A high-profile campaign against corruption has been underway for at least three years, but Castro disclosed the severity of the problem when he warned in November that the very fate of the revolution was at risk amid such moral failures.
“He’s trying to relight the fire. But no one goes to the fire,” said Damian Fernandez, head of the Cuban Research Institute at Florida International University. Castro can still turn out half a million people for big anti-American protests, he said, “but they’re bused there and they go because it’s a big fiesta or their jobs depend on it.”
The revolutionary fervor has irrevocably faded, he said, because “the regime that produced equity in the 1960s now produces inequity,” with high-ranking Communist Party members benefiting from development of tourist resorts that ordinary Cubans aren’t even allowed to enter.
“Fidel frankly dislikes capitalism.
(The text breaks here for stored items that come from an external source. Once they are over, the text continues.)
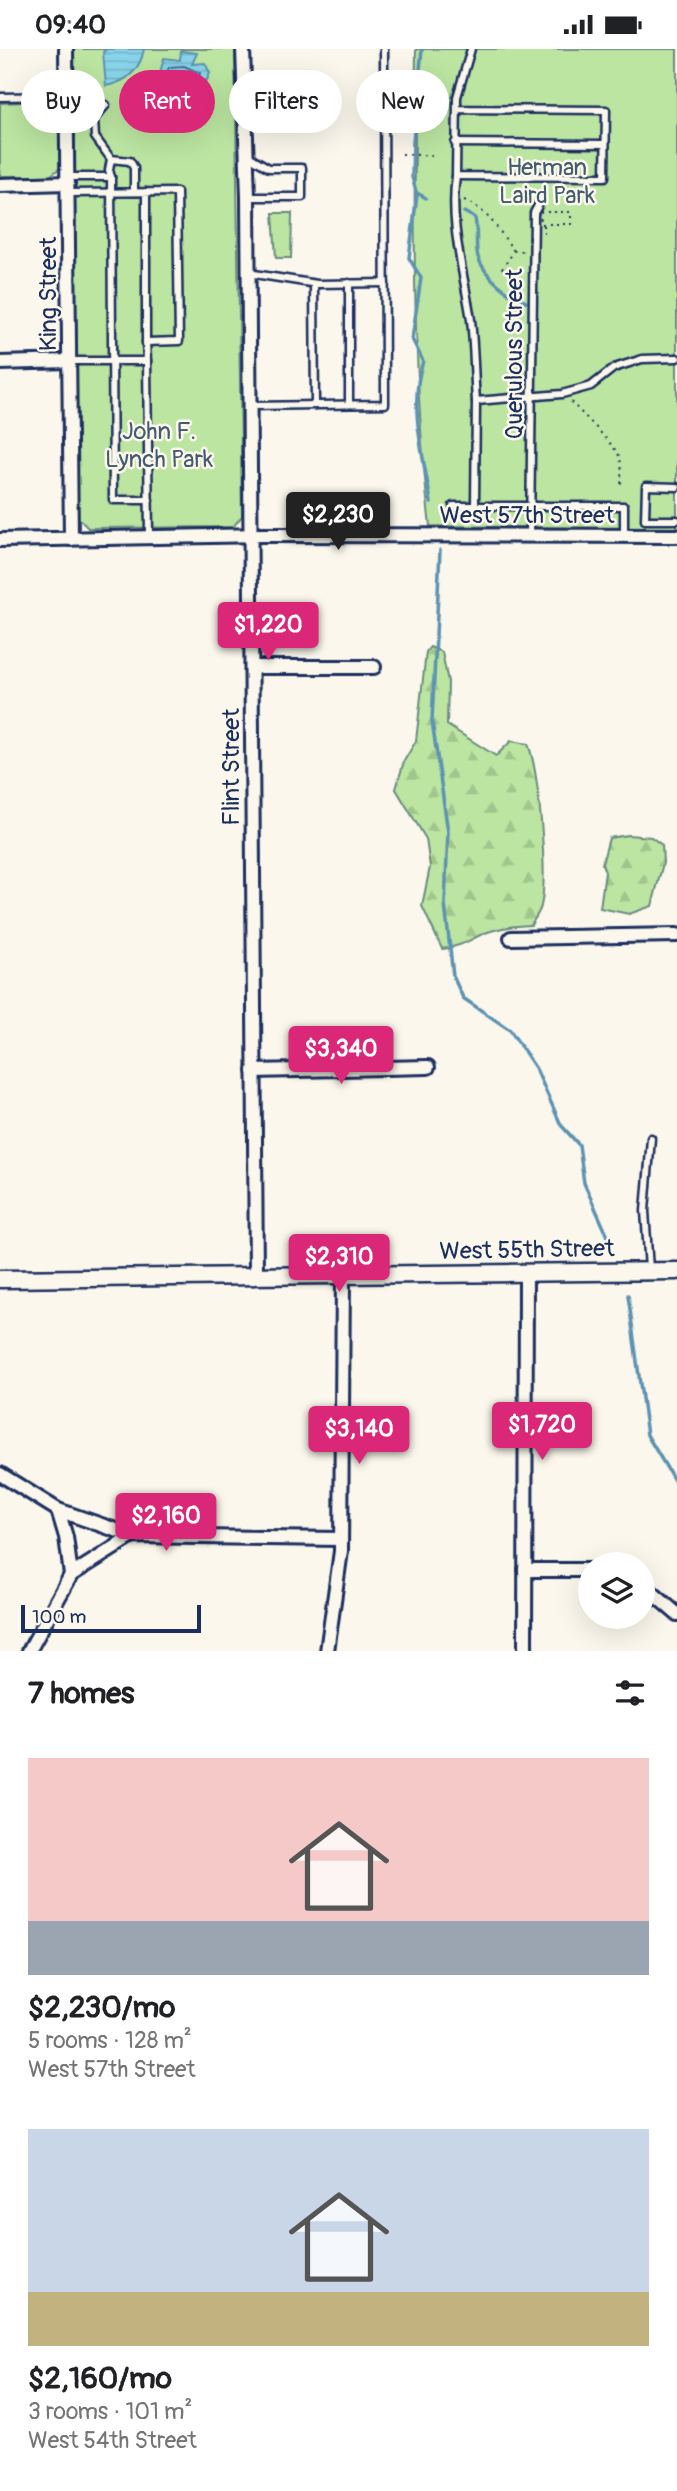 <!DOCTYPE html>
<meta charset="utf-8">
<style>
:root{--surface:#fff;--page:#f2f2f2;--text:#202124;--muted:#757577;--accent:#db2777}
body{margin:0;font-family:Pangolin,sans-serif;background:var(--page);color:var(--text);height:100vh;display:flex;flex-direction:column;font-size:26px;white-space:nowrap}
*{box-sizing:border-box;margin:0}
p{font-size:23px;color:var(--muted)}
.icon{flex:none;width:38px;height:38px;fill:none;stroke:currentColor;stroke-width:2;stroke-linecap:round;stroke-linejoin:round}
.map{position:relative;height:1602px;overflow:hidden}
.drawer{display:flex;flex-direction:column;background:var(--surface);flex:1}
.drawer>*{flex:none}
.banner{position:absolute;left:21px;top:21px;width:635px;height:63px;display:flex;gap:14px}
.fabs{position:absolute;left:578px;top:1503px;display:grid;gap:14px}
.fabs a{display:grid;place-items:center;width:77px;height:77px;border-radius:50%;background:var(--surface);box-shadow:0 7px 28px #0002;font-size:35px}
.scale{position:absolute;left:21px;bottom:18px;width:180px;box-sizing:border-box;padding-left:7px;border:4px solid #1b2f5e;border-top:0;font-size:19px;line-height:24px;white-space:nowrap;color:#1b2f5e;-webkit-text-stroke:5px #fbf7ec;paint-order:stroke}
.price{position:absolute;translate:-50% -60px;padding:0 16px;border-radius:7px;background:var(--accent);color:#fff;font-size:23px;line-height:46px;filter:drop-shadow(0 2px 4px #0008)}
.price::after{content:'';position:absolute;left:50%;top:42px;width:21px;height:16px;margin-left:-10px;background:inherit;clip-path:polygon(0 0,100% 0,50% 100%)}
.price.selected{background:#222;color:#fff}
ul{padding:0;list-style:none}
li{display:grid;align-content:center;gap:14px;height:371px;padding:0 28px}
li span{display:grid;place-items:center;height:217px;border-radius:0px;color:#555}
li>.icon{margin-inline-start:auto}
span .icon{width:126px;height:126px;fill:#fffc;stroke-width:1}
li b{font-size:30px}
h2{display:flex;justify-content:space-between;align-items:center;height:84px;padding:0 28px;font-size:30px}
.chip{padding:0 24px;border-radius:32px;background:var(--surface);box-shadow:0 7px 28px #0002;font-size:24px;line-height:63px}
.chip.selected{background:var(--accent);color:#fff}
.status{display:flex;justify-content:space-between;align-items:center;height:49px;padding:0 35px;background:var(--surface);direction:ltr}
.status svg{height:19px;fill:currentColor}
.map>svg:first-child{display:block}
.green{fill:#bbe5a1;stroke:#6b8a80;stroke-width:2}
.forest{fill:url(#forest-firs);stroke:#6b8a80;stroke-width:2}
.water{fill:url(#water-rules);stroke:#5d92b2;stroke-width:2}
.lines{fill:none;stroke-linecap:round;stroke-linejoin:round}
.shore{stroke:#477196;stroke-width:2}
.stream{stroke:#5d92b2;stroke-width:3.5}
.service-casing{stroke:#1b2f5e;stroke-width:11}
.minor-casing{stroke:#1b2f5e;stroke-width:18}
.tertiary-casing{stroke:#1b2f5e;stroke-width:21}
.path{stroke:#1b2f5e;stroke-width:2;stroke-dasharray:2 5;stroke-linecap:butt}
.service{stroke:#fbf7ec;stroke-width:6}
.minor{stroke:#fbf7ec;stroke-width:12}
.tertiary{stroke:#fbf7ec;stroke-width:16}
.labels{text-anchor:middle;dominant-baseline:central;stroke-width:5;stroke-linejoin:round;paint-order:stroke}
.park-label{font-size:24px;fill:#435c6f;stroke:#fbf7ec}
.street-label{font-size:24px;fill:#1b2f5e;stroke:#fbf7ec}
</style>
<div class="status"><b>09:40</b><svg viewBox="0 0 49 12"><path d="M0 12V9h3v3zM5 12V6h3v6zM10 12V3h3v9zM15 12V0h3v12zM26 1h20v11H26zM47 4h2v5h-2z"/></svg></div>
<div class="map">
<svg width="677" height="1602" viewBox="0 0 677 1602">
<defs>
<pattern id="forest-firs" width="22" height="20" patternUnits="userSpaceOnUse" patternTransform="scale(1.75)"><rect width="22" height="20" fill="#bbe5a1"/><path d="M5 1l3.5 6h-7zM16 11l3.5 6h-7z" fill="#a0c58d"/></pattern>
<pattern id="water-rules" width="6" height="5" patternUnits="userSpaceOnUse" patternTransform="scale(1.75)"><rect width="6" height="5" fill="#89d4ea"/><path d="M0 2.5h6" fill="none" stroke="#76b6cb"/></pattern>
</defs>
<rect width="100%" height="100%" fill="#fbf7ec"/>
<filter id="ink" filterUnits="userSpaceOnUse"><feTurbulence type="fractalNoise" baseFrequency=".0143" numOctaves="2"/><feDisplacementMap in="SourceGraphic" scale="14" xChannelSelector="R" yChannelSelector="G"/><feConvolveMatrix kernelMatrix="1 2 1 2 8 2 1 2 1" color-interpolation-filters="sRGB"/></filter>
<g filter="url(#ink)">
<g class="green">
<polygon points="74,0 235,0 242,467 233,478 88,479 77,468"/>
<path d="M416,0H677V480L430,477C411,320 414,159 416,0Z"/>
<polygon points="48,52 58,56 60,63 60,119 50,127 0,127 0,54"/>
<polygon points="273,164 292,164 291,209 276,209"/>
</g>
<g class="forest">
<path d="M430,598L442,603L448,633L447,676L496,707L511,692L528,695C539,722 548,828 541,857C540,863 534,870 531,876C516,877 500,878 485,884C469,891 460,898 442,900L422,857L430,818L426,790L396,740L404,712L416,692L426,603Z"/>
<polygon points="628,786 651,788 662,796 663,814 652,857 629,865 600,859 605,823 602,815 609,789"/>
</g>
<g class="water">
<path d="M107,0H144C140,22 127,33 106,37L103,3Z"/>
<path d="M181,2L197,4L192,15L205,14L210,24L201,45L194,46L180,71L161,74C149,66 145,60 145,45L158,31L164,9L180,11Z"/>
</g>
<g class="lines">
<g class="shore">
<polygon points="184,17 200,24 197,37 188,43 176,65 163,67 152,56 152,47 164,34 169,18"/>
<polygon points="179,27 185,28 186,32 174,54 166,58 161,49"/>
</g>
<g class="stream">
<path d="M422,0L413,93L412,128L417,146L409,209L421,229L412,290L423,312C408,357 424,408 431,454"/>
<polyline points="417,144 426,149"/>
<path d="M464,163L475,169C478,183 475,198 478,208C485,228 508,246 526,253"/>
<polyline points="440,501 432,672 448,783 445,855 453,927 463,949 510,981 536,1020 561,1076 579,1096 584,1134 609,1190"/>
<polyline points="628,1246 647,1386 677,1436"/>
</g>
<defs>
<g id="service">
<polyline points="244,37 298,35"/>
<polyline points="0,48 65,47"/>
<polyline points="106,56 94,70 95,88 111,110"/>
<polyline points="457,60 606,61 605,128 456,127 457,48 471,0"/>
<polyline points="455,94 605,95"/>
<polyline points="247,106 269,119 302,119 302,148 248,148"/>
<path d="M456,127C449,175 464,224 471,271C474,298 474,325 476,352L562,345L591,337L614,319L642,310L677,309"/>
<polyline points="68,128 111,128 109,121 111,110 130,112 134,119 134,143"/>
<polyline points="111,128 113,451 149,451"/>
<polyline points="68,144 177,143 179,292 146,293 146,143"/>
<polyline points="248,224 317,235 385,234"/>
<polyline points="349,234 349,355"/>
<polyline points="314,235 315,356"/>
<polyline points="69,312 147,312 146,293"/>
<polyline points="147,312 149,487"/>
<polyline points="250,357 385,355 384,0"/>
<polyline points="677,438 646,437 645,471 677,471"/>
<polyline points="453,457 624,457 624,487"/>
<polyline points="475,457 476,352"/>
<polyline points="530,487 534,164 540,153"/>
<polyline points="649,1220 645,1162 651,1089"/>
</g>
<g id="minor">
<polyline points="66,0 71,490"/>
<polyline points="243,0 248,148 256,1226"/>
<polyline points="0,136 68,134"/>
<polyline points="0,314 69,312"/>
<polyline points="0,491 264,486 677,487"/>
<polyline points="252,618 374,618"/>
<polyline points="511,889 677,886"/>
<polyline points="254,1022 428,1018"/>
<polyline points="0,1425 58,1461 133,1487"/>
<polyline points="58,1461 66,1488 71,1526"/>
<polyline points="525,1521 590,1521"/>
<polyline points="642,1535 677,1565"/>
<polyline points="29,1602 71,1526 133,1487 341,1490"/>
<polyline points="327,1602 341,1502 343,1227"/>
<polyline points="525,1602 526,1223"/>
</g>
<polyline id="tertiary" points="0,1230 677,1222"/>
</defs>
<use href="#service" class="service-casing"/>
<use href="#minor" class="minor-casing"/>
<use href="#tertiary" class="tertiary-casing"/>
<g class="path">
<polyline points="402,105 437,107"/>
<polyline points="555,138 555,148"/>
<path d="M464,151C488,161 499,182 514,202"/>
<polygon points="540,163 571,163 571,175 541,175"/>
<polyline points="544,176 544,186"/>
<polyline points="502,220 514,202 523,202"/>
<path d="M571,353C582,365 616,397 620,409C622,418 621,429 621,438"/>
</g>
<use href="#service" class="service"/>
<use href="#minor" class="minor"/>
<use href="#tertiary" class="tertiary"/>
</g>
</g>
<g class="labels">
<g class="park-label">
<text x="547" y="118">Herman<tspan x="547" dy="28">Laird Park</tspan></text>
<text x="159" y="382">John F.<tspan x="159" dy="28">Lynch Park</tspan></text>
</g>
<g class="street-label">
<text transform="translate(48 245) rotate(-90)">King Street</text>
<text transform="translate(514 305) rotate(-90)">Querulous Street</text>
<text x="527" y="466">West 57th Street</text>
<text transform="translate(231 718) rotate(-90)">Flint Street</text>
<text transform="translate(527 1201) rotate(-1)">West 55th Street</text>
</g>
</g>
</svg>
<div class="fabs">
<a><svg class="icon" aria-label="layers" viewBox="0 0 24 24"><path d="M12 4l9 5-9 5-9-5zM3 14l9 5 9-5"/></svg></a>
</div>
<div class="scale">100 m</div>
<b class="price selected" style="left:338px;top:503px">$2,230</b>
<b class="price" style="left:268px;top:613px">$1,220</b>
<b class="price" style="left:341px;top:1037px">$3,340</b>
<b class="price" style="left:339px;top:1245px">$2,310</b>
<b class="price" style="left:542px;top:1413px">$1,720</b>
<b class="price" style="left:359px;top:1417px">$3,140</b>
<b class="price" style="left:166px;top:1504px">$2,160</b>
<div class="banner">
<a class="chip">Buy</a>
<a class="chip selected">Rent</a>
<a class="chip">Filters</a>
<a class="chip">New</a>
</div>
</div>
<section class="drawer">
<h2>7 homes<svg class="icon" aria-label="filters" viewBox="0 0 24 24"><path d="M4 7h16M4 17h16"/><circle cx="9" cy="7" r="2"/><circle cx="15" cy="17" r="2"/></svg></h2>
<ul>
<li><span style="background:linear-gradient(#f6c9c9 75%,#9aa5b1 0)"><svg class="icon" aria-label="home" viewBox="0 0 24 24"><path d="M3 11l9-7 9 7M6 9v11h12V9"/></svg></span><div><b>$2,230/mo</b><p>5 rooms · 128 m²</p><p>West 57th Street</p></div></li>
<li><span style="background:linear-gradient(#c9d6e8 75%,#c2b280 0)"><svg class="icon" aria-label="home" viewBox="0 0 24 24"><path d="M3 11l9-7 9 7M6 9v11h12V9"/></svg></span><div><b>$2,160/mo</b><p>3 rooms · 101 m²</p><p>West 54th Street</p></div></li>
</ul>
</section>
He has this very romantic notion that money corrupts, that money is bad,” Fernandez said. “He genuinely believes that.”
Jaime Suchlicki, director of the University of Miami’s Institute for Cuban and Cuban-American Studies, likens Castro’s actions to the brutalities of the Cultural Revolution. Just as Mao relied on the Red Guards, Castro deploys special enforcement squads from the Interior Ministry and the neighborhood Committees for the Defense of the Revolution to seize property, break up demonstrations and hound those who challenge the one-party order.
Although China’s burgeoning middle class and growing prosperity today are due to the reforms embraced after Mao’s death, Castro rejects the Chinese model, Suchlicki said.
“He went to China and came back and said they’re making great advances but this is not for Cuba,” Suchlicki said. “He’s afraid of it, just like he was afraid of perestroika and glasnost.”
Despite their severity, Castro’s moves have failed to stamp out dissent.
In an attempt to draw international attention to restrictions on use of the Internet, psychologist and Angola war veteran Guillermo Farinas has been waging a hunger strike since late January. The Ladies in White, relatives of political prisoners, still march after church on Sundays, demanding the men’s release.
Caleb McCarry, the U.S. State Department’s Cuba transition coordinator, sees the latest crackdowns as “a sign of weakness and fear on the part of the regime.” He predicts the efforts will fail to fan the revolutionary embers.
“The genie is already outside the bottle,” McCarry said.